EXERCISE OBJECTIVE: Look through the records below and copy each line that includes the word "compass".

RECORDS FOR THIS TASK:

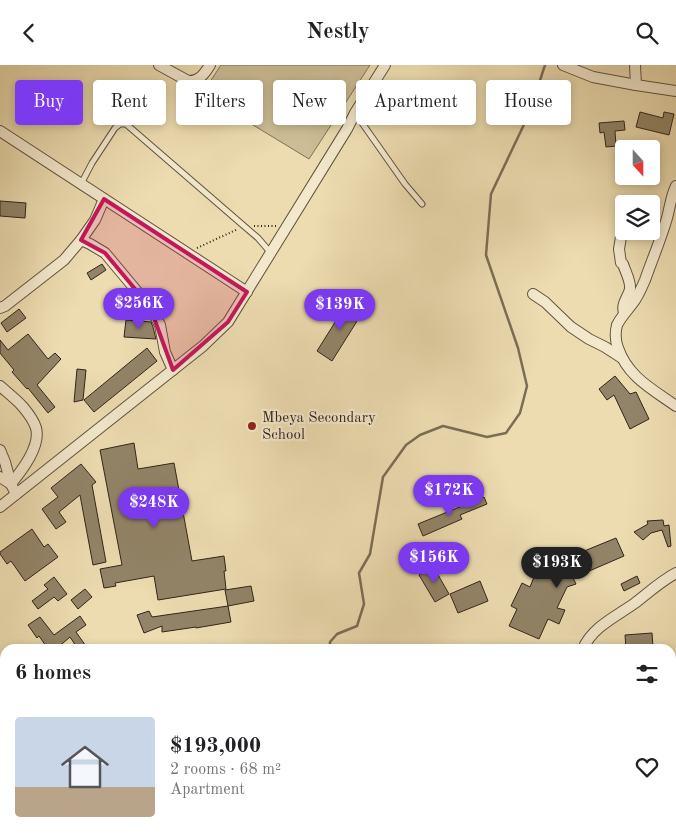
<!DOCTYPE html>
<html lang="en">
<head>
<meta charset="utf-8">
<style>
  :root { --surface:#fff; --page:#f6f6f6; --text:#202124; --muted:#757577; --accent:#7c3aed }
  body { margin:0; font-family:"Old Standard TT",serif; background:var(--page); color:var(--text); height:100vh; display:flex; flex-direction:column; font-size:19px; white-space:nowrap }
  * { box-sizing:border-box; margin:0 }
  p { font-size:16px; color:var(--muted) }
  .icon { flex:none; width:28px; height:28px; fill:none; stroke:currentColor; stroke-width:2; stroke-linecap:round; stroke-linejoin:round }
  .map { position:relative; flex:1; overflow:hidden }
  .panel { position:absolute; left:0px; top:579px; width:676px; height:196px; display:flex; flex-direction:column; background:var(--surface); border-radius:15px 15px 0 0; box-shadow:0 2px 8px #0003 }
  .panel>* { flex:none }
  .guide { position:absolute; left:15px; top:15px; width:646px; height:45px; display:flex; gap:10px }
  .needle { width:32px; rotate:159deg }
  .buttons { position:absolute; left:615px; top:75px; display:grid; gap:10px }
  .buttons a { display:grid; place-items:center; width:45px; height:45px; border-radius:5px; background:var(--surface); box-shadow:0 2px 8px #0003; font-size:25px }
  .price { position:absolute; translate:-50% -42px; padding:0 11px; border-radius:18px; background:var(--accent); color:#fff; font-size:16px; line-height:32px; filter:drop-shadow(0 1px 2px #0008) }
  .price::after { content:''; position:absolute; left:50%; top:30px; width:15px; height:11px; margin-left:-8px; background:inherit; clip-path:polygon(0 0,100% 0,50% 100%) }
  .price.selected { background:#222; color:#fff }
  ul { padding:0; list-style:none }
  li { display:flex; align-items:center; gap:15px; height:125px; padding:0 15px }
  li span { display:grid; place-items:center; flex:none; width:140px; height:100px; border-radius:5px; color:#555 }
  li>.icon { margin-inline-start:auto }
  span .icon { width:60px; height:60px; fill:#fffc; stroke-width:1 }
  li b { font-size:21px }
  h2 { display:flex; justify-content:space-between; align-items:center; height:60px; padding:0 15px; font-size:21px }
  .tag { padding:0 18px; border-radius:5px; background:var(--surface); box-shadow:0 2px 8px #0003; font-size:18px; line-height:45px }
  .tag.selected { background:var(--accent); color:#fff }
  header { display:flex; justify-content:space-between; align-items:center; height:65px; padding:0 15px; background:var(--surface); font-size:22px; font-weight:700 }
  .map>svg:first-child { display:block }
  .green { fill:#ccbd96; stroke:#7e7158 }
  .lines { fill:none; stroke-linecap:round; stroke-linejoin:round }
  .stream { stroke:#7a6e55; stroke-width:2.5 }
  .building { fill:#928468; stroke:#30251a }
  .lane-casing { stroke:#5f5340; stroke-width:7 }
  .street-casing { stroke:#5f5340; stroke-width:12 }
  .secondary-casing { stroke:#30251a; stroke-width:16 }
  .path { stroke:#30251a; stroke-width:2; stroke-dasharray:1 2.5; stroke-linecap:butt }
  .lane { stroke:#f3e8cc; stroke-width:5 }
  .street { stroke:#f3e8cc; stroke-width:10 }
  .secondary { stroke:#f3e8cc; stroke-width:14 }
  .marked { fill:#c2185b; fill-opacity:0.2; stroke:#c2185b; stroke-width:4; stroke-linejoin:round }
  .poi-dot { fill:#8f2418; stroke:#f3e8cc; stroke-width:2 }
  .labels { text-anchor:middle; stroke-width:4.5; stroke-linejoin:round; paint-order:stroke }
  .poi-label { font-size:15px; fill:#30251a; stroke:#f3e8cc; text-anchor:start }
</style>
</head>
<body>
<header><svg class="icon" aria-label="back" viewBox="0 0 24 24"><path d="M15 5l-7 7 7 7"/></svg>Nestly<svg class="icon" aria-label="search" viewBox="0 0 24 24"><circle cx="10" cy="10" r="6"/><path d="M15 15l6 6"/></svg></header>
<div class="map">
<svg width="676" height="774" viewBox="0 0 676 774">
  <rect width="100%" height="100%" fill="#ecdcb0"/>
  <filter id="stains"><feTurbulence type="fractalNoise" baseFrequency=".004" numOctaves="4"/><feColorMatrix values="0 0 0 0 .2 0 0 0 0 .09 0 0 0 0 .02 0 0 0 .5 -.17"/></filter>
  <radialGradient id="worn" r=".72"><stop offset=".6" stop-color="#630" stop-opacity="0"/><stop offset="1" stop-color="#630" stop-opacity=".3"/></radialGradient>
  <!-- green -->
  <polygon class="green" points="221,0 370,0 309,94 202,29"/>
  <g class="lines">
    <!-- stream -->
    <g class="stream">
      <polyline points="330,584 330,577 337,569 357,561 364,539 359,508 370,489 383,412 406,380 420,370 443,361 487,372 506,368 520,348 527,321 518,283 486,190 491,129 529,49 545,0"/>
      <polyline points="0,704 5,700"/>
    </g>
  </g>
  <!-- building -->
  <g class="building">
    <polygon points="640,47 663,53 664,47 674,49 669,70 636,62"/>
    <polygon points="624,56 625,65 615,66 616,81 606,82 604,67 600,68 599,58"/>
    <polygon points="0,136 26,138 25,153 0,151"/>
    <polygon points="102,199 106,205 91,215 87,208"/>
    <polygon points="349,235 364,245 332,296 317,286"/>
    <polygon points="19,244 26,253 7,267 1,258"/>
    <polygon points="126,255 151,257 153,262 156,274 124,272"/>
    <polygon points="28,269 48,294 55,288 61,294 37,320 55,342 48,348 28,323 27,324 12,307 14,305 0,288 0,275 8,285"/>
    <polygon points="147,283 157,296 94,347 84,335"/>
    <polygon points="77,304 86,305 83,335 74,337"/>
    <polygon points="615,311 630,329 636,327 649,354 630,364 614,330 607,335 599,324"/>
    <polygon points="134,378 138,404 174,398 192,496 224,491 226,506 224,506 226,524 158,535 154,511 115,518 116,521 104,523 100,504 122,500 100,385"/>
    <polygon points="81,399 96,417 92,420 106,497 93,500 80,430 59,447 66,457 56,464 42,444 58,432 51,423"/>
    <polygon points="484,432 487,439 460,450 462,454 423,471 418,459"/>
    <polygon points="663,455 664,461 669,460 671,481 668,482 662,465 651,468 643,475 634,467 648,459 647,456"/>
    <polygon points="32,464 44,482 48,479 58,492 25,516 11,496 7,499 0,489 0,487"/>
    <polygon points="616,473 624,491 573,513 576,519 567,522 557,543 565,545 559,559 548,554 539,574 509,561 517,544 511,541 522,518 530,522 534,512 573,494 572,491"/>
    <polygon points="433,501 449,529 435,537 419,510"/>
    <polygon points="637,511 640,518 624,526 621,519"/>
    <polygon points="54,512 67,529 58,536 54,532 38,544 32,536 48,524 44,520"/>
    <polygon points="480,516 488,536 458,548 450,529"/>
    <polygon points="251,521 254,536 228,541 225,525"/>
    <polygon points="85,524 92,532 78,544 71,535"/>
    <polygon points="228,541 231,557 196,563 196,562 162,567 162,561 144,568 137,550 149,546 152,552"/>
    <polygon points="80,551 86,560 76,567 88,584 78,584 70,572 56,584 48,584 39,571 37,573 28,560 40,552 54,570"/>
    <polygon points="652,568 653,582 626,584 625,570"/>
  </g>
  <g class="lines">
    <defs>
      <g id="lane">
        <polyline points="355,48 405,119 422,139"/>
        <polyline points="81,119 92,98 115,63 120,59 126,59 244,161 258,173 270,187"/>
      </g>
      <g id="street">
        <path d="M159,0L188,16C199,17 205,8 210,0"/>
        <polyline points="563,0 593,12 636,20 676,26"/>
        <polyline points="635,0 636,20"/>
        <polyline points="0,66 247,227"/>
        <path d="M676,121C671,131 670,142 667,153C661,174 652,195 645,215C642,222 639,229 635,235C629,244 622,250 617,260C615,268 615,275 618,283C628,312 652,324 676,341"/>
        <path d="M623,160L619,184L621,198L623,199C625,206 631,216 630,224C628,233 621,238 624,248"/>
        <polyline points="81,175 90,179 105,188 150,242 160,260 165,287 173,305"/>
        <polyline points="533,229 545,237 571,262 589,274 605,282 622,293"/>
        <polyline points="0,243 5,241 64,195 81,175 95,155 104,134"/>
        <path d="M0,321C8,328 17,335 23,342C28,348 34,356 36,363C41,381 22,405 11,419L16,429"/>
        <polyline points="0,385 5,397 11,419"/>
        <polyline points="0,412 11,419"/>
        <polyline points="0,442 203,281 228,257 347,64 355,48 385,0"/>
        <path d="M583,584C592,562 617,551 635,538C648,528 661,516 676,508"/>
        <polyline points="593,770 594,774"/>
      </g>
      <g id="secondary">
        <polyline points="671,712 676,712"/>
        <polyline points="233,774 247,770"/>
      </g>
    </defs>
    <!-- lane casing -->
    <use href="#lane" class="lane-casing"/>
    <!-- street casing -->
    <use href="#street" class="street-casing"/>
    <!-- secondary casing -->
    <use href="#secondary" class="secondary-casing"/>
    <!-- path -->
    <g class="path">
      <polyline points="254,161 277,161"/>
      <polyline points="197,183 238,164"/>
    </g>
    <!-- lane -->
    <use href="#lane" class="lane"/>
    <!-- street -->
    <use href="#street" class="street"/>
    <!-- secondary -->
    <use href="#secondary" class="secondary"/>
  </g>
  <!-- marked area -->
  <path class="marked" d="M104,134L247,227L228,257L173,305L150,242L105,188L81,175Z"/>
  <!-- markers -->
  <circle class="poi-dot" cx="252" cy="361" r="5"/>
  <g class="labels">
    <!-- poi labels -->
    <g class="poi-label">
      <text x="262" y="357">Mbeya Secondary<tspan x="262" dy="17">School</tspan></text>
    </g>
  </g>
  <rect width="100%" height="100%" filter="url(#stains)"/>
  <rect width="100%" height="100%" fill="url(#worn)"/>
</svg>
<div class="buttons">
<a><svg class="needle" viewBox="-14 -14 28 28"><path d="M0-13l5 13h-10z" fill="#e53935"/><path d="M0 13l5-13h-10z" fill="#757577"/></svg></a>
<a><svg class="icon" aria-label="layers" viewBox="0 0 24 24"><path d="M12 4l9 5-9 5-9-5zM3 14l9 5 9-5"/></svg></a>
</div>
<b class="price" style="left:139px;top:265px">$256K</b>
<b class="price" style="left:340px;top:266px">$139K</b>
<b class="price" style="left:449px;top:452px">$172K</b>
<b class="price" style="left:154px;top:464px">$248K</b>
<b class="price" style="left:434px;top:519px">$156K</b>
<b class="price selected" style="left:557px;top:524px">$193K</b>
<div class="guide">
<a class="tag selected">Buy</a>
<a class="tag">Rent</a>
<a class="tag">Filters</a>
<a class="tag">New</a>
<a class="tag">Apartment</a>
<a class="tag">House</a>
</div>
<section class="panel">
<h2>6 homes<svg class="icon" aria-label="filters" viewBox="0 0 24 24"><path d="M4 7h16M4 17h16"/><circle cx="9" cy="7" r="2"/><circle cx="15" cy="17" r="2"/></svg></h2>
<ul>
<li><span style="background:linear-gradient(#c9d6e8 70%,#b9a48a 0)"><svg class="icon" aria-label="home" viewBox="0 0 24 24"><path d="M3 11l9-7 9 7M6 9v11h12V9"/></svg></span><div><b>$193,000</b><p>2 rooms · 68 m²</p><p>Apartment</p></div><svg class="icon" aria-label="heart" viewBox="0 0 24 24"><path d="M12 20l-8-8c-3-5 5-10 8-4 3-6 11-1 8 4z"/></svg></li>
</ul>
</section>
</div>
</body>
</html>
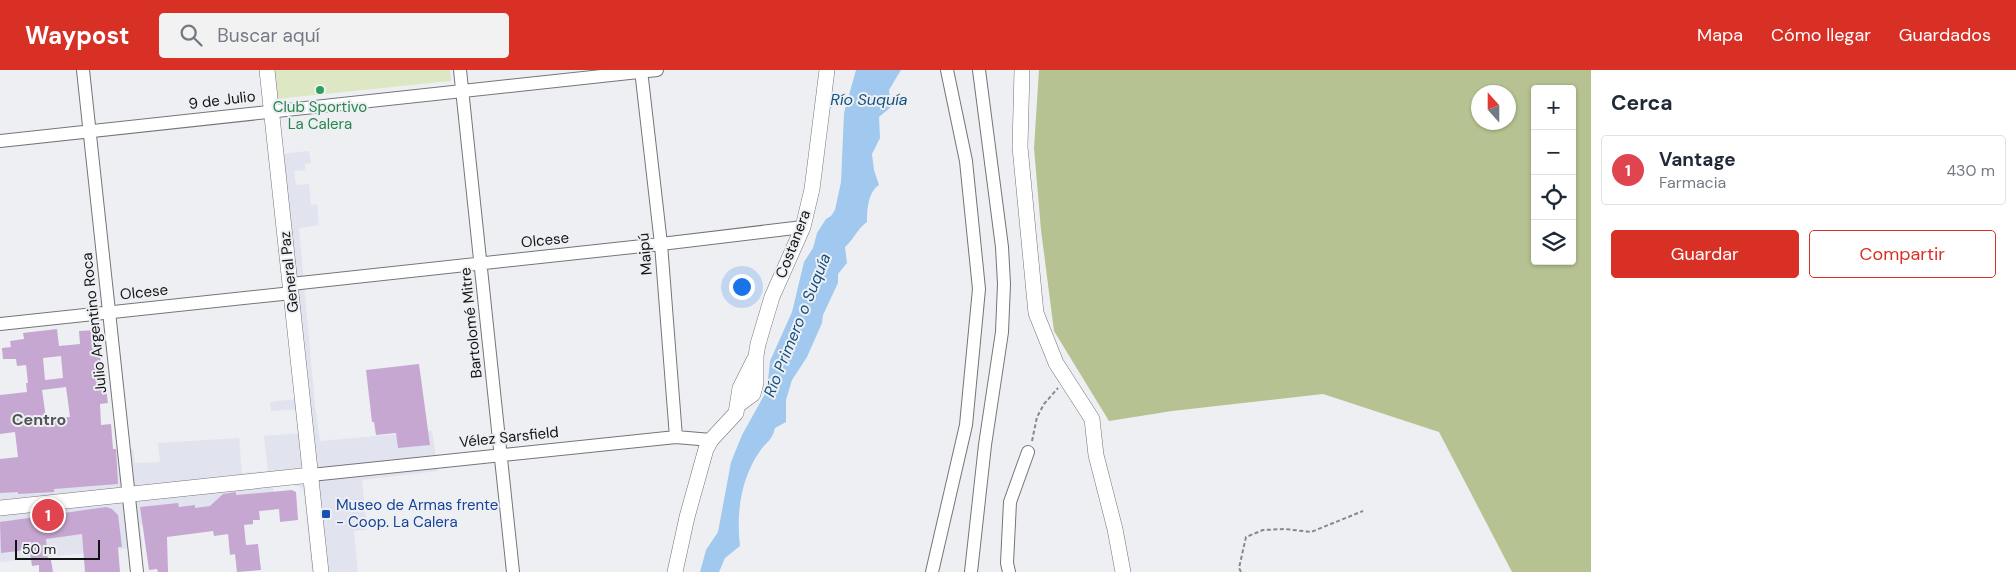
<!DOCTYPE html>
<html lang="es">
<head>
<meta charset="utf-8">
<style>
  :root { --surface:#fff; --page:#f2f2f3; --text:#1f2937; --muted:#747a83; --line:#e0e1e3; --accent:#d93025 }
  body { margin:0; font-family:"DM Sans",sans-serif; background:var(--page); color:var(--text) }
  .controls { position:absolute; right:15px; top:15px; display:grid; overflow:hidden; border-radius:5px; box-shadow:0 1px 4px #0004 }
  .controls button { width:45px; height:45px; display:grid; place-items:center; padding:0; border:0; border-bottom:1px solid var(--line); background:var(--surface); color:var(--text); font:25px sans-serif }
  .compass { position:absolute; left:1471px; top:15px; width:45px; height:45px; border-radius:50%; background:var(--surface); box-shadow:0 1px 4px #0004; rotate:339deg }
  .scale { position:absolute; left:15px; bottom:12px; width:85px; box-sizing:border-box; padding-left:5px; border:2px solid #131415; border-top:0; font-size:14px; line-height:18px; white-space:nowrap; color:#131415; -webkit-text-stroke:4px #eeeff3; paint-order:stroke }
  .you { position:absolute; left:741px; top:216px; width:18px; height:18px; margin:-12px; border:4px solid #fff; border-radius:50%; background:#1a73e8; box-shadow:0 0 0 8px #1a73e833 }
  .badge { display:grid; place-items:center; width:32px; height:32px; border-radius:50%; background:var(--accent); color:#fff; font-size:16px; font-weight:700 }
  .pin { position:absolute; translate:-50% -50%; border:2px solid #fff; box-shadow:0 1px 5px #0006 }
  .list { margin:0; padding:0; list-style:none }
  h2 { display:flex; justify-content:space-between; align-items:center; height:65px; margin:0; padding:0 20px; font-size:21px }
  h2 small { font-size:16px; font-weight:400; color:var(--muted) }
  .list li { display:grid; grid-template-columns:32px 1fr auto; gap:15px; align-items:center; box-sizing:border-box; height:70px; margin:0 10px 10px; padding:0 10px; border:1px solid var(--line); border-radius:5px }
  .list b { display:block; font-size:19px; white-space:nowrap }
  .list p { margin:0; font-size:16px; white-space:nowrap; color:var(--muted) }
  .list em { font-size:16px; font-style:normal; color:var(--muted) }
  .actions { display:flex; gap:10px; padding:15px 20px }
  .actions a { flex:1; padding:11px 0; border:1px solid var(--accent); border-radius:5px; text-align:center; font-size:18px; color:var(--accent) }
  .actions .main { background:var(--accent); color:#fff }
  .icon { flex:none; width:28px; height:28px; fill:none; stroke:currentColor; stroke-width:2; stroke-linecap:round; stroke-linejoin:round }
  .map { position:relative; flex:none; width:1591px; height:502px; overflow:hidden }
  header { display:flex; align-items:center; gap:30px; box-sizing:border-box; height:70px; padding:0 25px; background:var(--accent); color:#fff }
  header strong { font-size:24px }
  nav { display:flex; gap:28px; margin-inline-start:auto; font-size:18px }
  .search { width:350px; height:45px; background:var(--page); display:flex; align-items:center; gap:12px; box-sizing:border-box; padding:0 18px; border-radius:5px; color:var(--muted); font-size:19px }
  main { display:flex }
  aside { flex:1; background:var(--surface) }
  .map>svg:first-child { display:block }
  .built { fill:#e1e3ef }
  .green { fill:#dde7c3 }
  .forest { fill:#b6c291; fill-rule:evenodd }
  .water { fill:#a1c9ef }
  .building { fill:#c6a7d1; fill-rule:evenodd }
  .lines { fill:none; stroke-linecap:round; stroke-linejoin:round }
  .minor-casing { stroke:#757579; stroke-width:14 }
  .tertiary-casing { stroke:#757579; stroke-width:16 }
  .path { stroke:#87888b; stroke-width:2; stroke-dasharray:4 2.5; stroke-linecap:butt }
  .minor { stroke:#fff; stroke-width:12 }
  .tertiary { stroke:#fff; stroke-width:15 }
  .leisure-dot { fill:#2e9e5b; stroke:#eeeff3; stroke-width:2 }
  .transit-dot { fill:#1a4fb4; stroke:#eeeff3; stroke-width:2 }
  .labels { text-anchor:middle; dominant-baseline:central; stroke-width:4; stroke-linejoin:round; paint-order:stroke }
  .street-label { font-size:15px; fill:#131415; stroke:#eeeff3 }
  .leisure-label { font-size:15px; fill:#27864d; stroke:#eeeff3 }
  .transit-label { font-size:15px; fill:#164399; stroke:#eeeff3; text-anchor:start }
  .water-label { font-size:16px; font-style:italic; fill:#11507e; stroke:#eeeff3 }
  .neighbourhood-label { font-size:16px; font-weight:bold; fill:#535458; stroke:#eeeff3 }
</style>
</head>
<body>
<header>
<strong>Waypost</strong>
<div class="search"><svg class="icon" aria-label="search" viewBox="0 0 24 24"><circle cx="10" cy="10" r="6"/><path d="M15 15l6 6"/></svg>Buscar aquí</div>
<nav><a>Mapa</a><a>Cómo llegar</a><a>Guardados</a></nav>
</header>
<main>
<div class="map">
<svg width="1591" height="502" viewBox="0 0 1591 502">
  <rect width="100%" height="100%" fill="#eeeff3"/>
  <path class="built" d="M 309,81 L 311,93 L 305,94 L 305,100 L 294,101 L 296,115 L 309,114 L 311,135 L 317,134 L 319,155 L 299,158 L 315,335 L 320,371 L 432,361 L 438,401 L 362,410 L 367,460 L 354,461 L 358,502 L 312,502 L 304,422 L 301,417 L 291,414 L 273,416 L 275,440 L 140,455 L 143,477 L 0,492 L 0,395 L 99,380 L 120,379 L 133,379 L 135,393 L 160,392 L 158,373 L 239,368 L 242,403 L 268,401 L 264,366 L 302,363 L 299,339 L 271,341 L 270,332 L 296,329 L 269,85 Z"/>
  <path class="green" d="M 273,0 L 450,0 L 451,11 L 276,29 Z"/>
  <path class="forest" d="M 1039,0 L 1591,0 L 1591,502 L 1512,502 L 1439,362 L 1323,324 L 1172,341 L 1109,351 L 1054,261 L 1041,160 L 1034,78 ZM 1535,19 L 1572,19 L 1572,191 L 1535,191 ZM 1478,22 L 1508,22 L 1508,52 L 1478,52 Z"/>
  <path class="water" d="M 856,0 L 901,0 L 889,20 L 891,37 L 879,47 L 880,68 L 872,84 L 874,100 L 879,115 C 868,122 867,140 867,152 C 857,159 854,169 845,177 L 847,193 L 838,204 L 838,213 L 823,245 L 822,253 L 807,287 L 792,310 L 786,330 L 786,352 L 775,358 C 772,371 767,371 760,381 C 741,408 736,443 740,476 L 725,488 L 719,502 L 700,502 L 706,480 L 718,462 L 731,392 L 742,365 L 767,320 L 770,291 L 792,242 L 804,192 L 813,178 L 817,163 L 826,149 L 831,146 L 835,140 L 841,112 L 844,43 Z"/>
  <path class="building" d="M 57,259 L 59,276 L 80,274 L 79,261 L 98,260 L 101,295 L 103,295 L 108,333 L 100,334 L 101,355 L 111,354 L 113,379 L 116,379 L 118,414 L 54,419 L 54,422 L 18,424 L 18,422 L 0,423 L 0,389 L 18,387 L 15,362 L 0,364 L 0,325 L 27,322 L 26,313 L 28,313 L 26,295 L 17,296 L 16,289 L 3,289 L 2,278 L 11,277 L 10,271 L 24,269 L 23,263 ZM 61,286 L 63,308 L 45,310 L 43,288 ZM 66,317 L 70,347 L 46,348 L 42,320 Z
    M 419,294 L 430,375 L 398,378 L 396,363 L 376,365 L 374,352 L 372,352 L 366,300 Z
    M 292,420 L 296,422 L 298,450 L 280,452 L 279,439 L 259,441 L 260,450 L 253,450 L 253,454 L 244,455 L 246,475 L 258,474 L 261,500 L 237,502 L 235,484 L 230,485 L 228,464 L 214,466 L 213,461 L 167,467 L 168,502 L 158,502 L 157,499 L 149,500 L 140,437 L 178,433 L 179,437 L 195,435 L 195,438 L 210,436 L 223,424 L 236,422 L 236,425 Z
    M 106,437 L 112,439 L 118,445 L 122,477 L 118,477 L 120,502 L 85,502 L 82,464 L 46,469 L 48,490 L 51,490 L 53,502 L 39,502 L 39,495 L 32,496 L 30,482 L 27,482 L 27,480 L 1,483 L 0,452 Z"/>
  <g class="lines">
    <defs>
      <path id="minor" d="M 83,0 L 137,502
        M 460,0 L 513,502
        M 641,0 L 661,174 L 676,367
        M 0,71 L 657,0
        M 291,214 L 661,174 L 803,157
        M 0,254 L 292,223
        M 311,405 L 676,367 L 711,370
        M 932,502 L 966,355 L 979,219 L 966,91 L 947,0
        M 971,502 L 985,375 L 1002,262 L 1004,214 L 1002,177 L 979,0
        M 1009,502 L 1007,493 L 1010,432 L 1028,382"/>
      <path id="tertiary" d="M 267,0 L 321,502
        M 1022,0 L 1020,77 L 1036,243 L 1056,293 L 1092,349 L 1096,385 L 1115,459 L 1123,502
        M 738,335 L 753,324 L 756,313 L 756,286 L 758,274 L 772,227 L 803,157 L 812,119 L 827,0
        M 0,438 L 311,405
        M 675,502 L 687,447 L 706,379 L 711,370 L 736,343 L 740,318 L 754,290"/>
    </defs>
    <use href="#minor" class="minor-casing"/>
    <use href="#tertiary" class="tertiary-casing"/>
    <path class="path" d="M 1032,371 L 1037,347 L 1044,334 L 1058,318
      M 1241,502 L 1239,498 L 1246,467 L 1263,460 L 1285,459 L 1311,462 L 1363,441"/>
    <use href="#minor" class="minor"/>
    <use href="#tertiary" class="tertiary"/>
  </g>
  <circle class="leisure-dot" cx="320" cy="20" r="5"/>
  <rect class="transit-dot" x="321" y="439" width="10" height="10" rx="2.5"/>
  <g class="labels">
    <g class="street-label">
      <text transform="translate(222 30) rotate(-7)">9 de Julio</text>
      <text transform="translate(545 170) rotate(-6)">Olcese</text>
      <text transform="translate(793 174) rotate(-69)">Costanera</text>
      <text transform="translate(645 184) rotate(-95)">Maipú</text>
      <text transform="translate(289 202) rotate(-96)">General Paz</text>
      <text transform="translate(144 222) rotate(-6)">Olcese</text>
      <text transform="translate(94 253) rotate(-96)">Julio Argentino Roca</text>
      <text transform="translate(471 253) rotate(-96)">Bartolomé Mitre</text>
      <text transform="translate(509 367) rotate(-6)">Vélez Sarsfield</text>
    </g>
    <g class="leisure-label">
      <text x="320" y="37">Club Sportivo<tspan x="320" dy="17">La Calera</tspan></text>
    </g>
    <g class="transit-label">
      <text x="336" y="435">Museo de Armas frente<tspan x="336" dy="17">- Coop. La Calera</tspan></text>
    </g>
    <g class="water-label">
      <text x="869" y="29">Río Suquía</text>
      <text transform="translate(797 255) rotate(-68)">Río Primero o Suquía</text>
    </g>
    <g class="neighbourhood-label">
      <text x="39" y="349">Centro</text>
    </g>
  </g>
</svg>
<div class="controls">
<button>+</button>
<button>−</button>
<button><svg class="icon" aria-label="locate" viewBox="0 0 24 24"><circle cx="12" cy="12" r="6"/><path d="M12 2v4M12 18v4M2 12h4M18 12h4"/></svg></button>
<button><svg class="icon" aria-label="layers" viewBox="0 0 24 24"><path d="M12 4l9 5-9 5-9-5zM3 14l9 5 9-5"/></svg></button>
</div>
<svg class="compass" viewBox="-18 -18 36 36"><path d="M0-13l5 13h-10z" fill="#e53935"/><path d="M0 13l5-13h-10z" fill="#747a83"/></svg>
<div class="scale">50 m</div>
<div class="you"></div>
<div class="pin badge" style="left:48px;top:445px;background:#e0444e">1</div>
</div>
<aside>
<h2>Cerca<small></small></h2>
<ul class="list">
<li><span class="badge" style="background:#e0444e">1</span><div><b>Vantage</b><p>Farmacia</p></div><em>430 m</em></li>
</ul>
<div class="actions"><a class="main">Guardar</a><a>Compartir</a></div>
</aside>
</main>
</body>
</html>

WRITTEN REPLY:
  .compass { position:absolute; left:1471px; top:15px; width:45px; height:45px; border-radius:50%; background:var(--surface); box-shadow:0 1px 4px #0004; rotate:339deg }
<svg class="compass" viewBox="-18 -18 36 36"><path d="M0-13l5 13h-10z" fill="#e53935"/><path d="M0 13l5-13h-10z" fill="#747a83"/></svg>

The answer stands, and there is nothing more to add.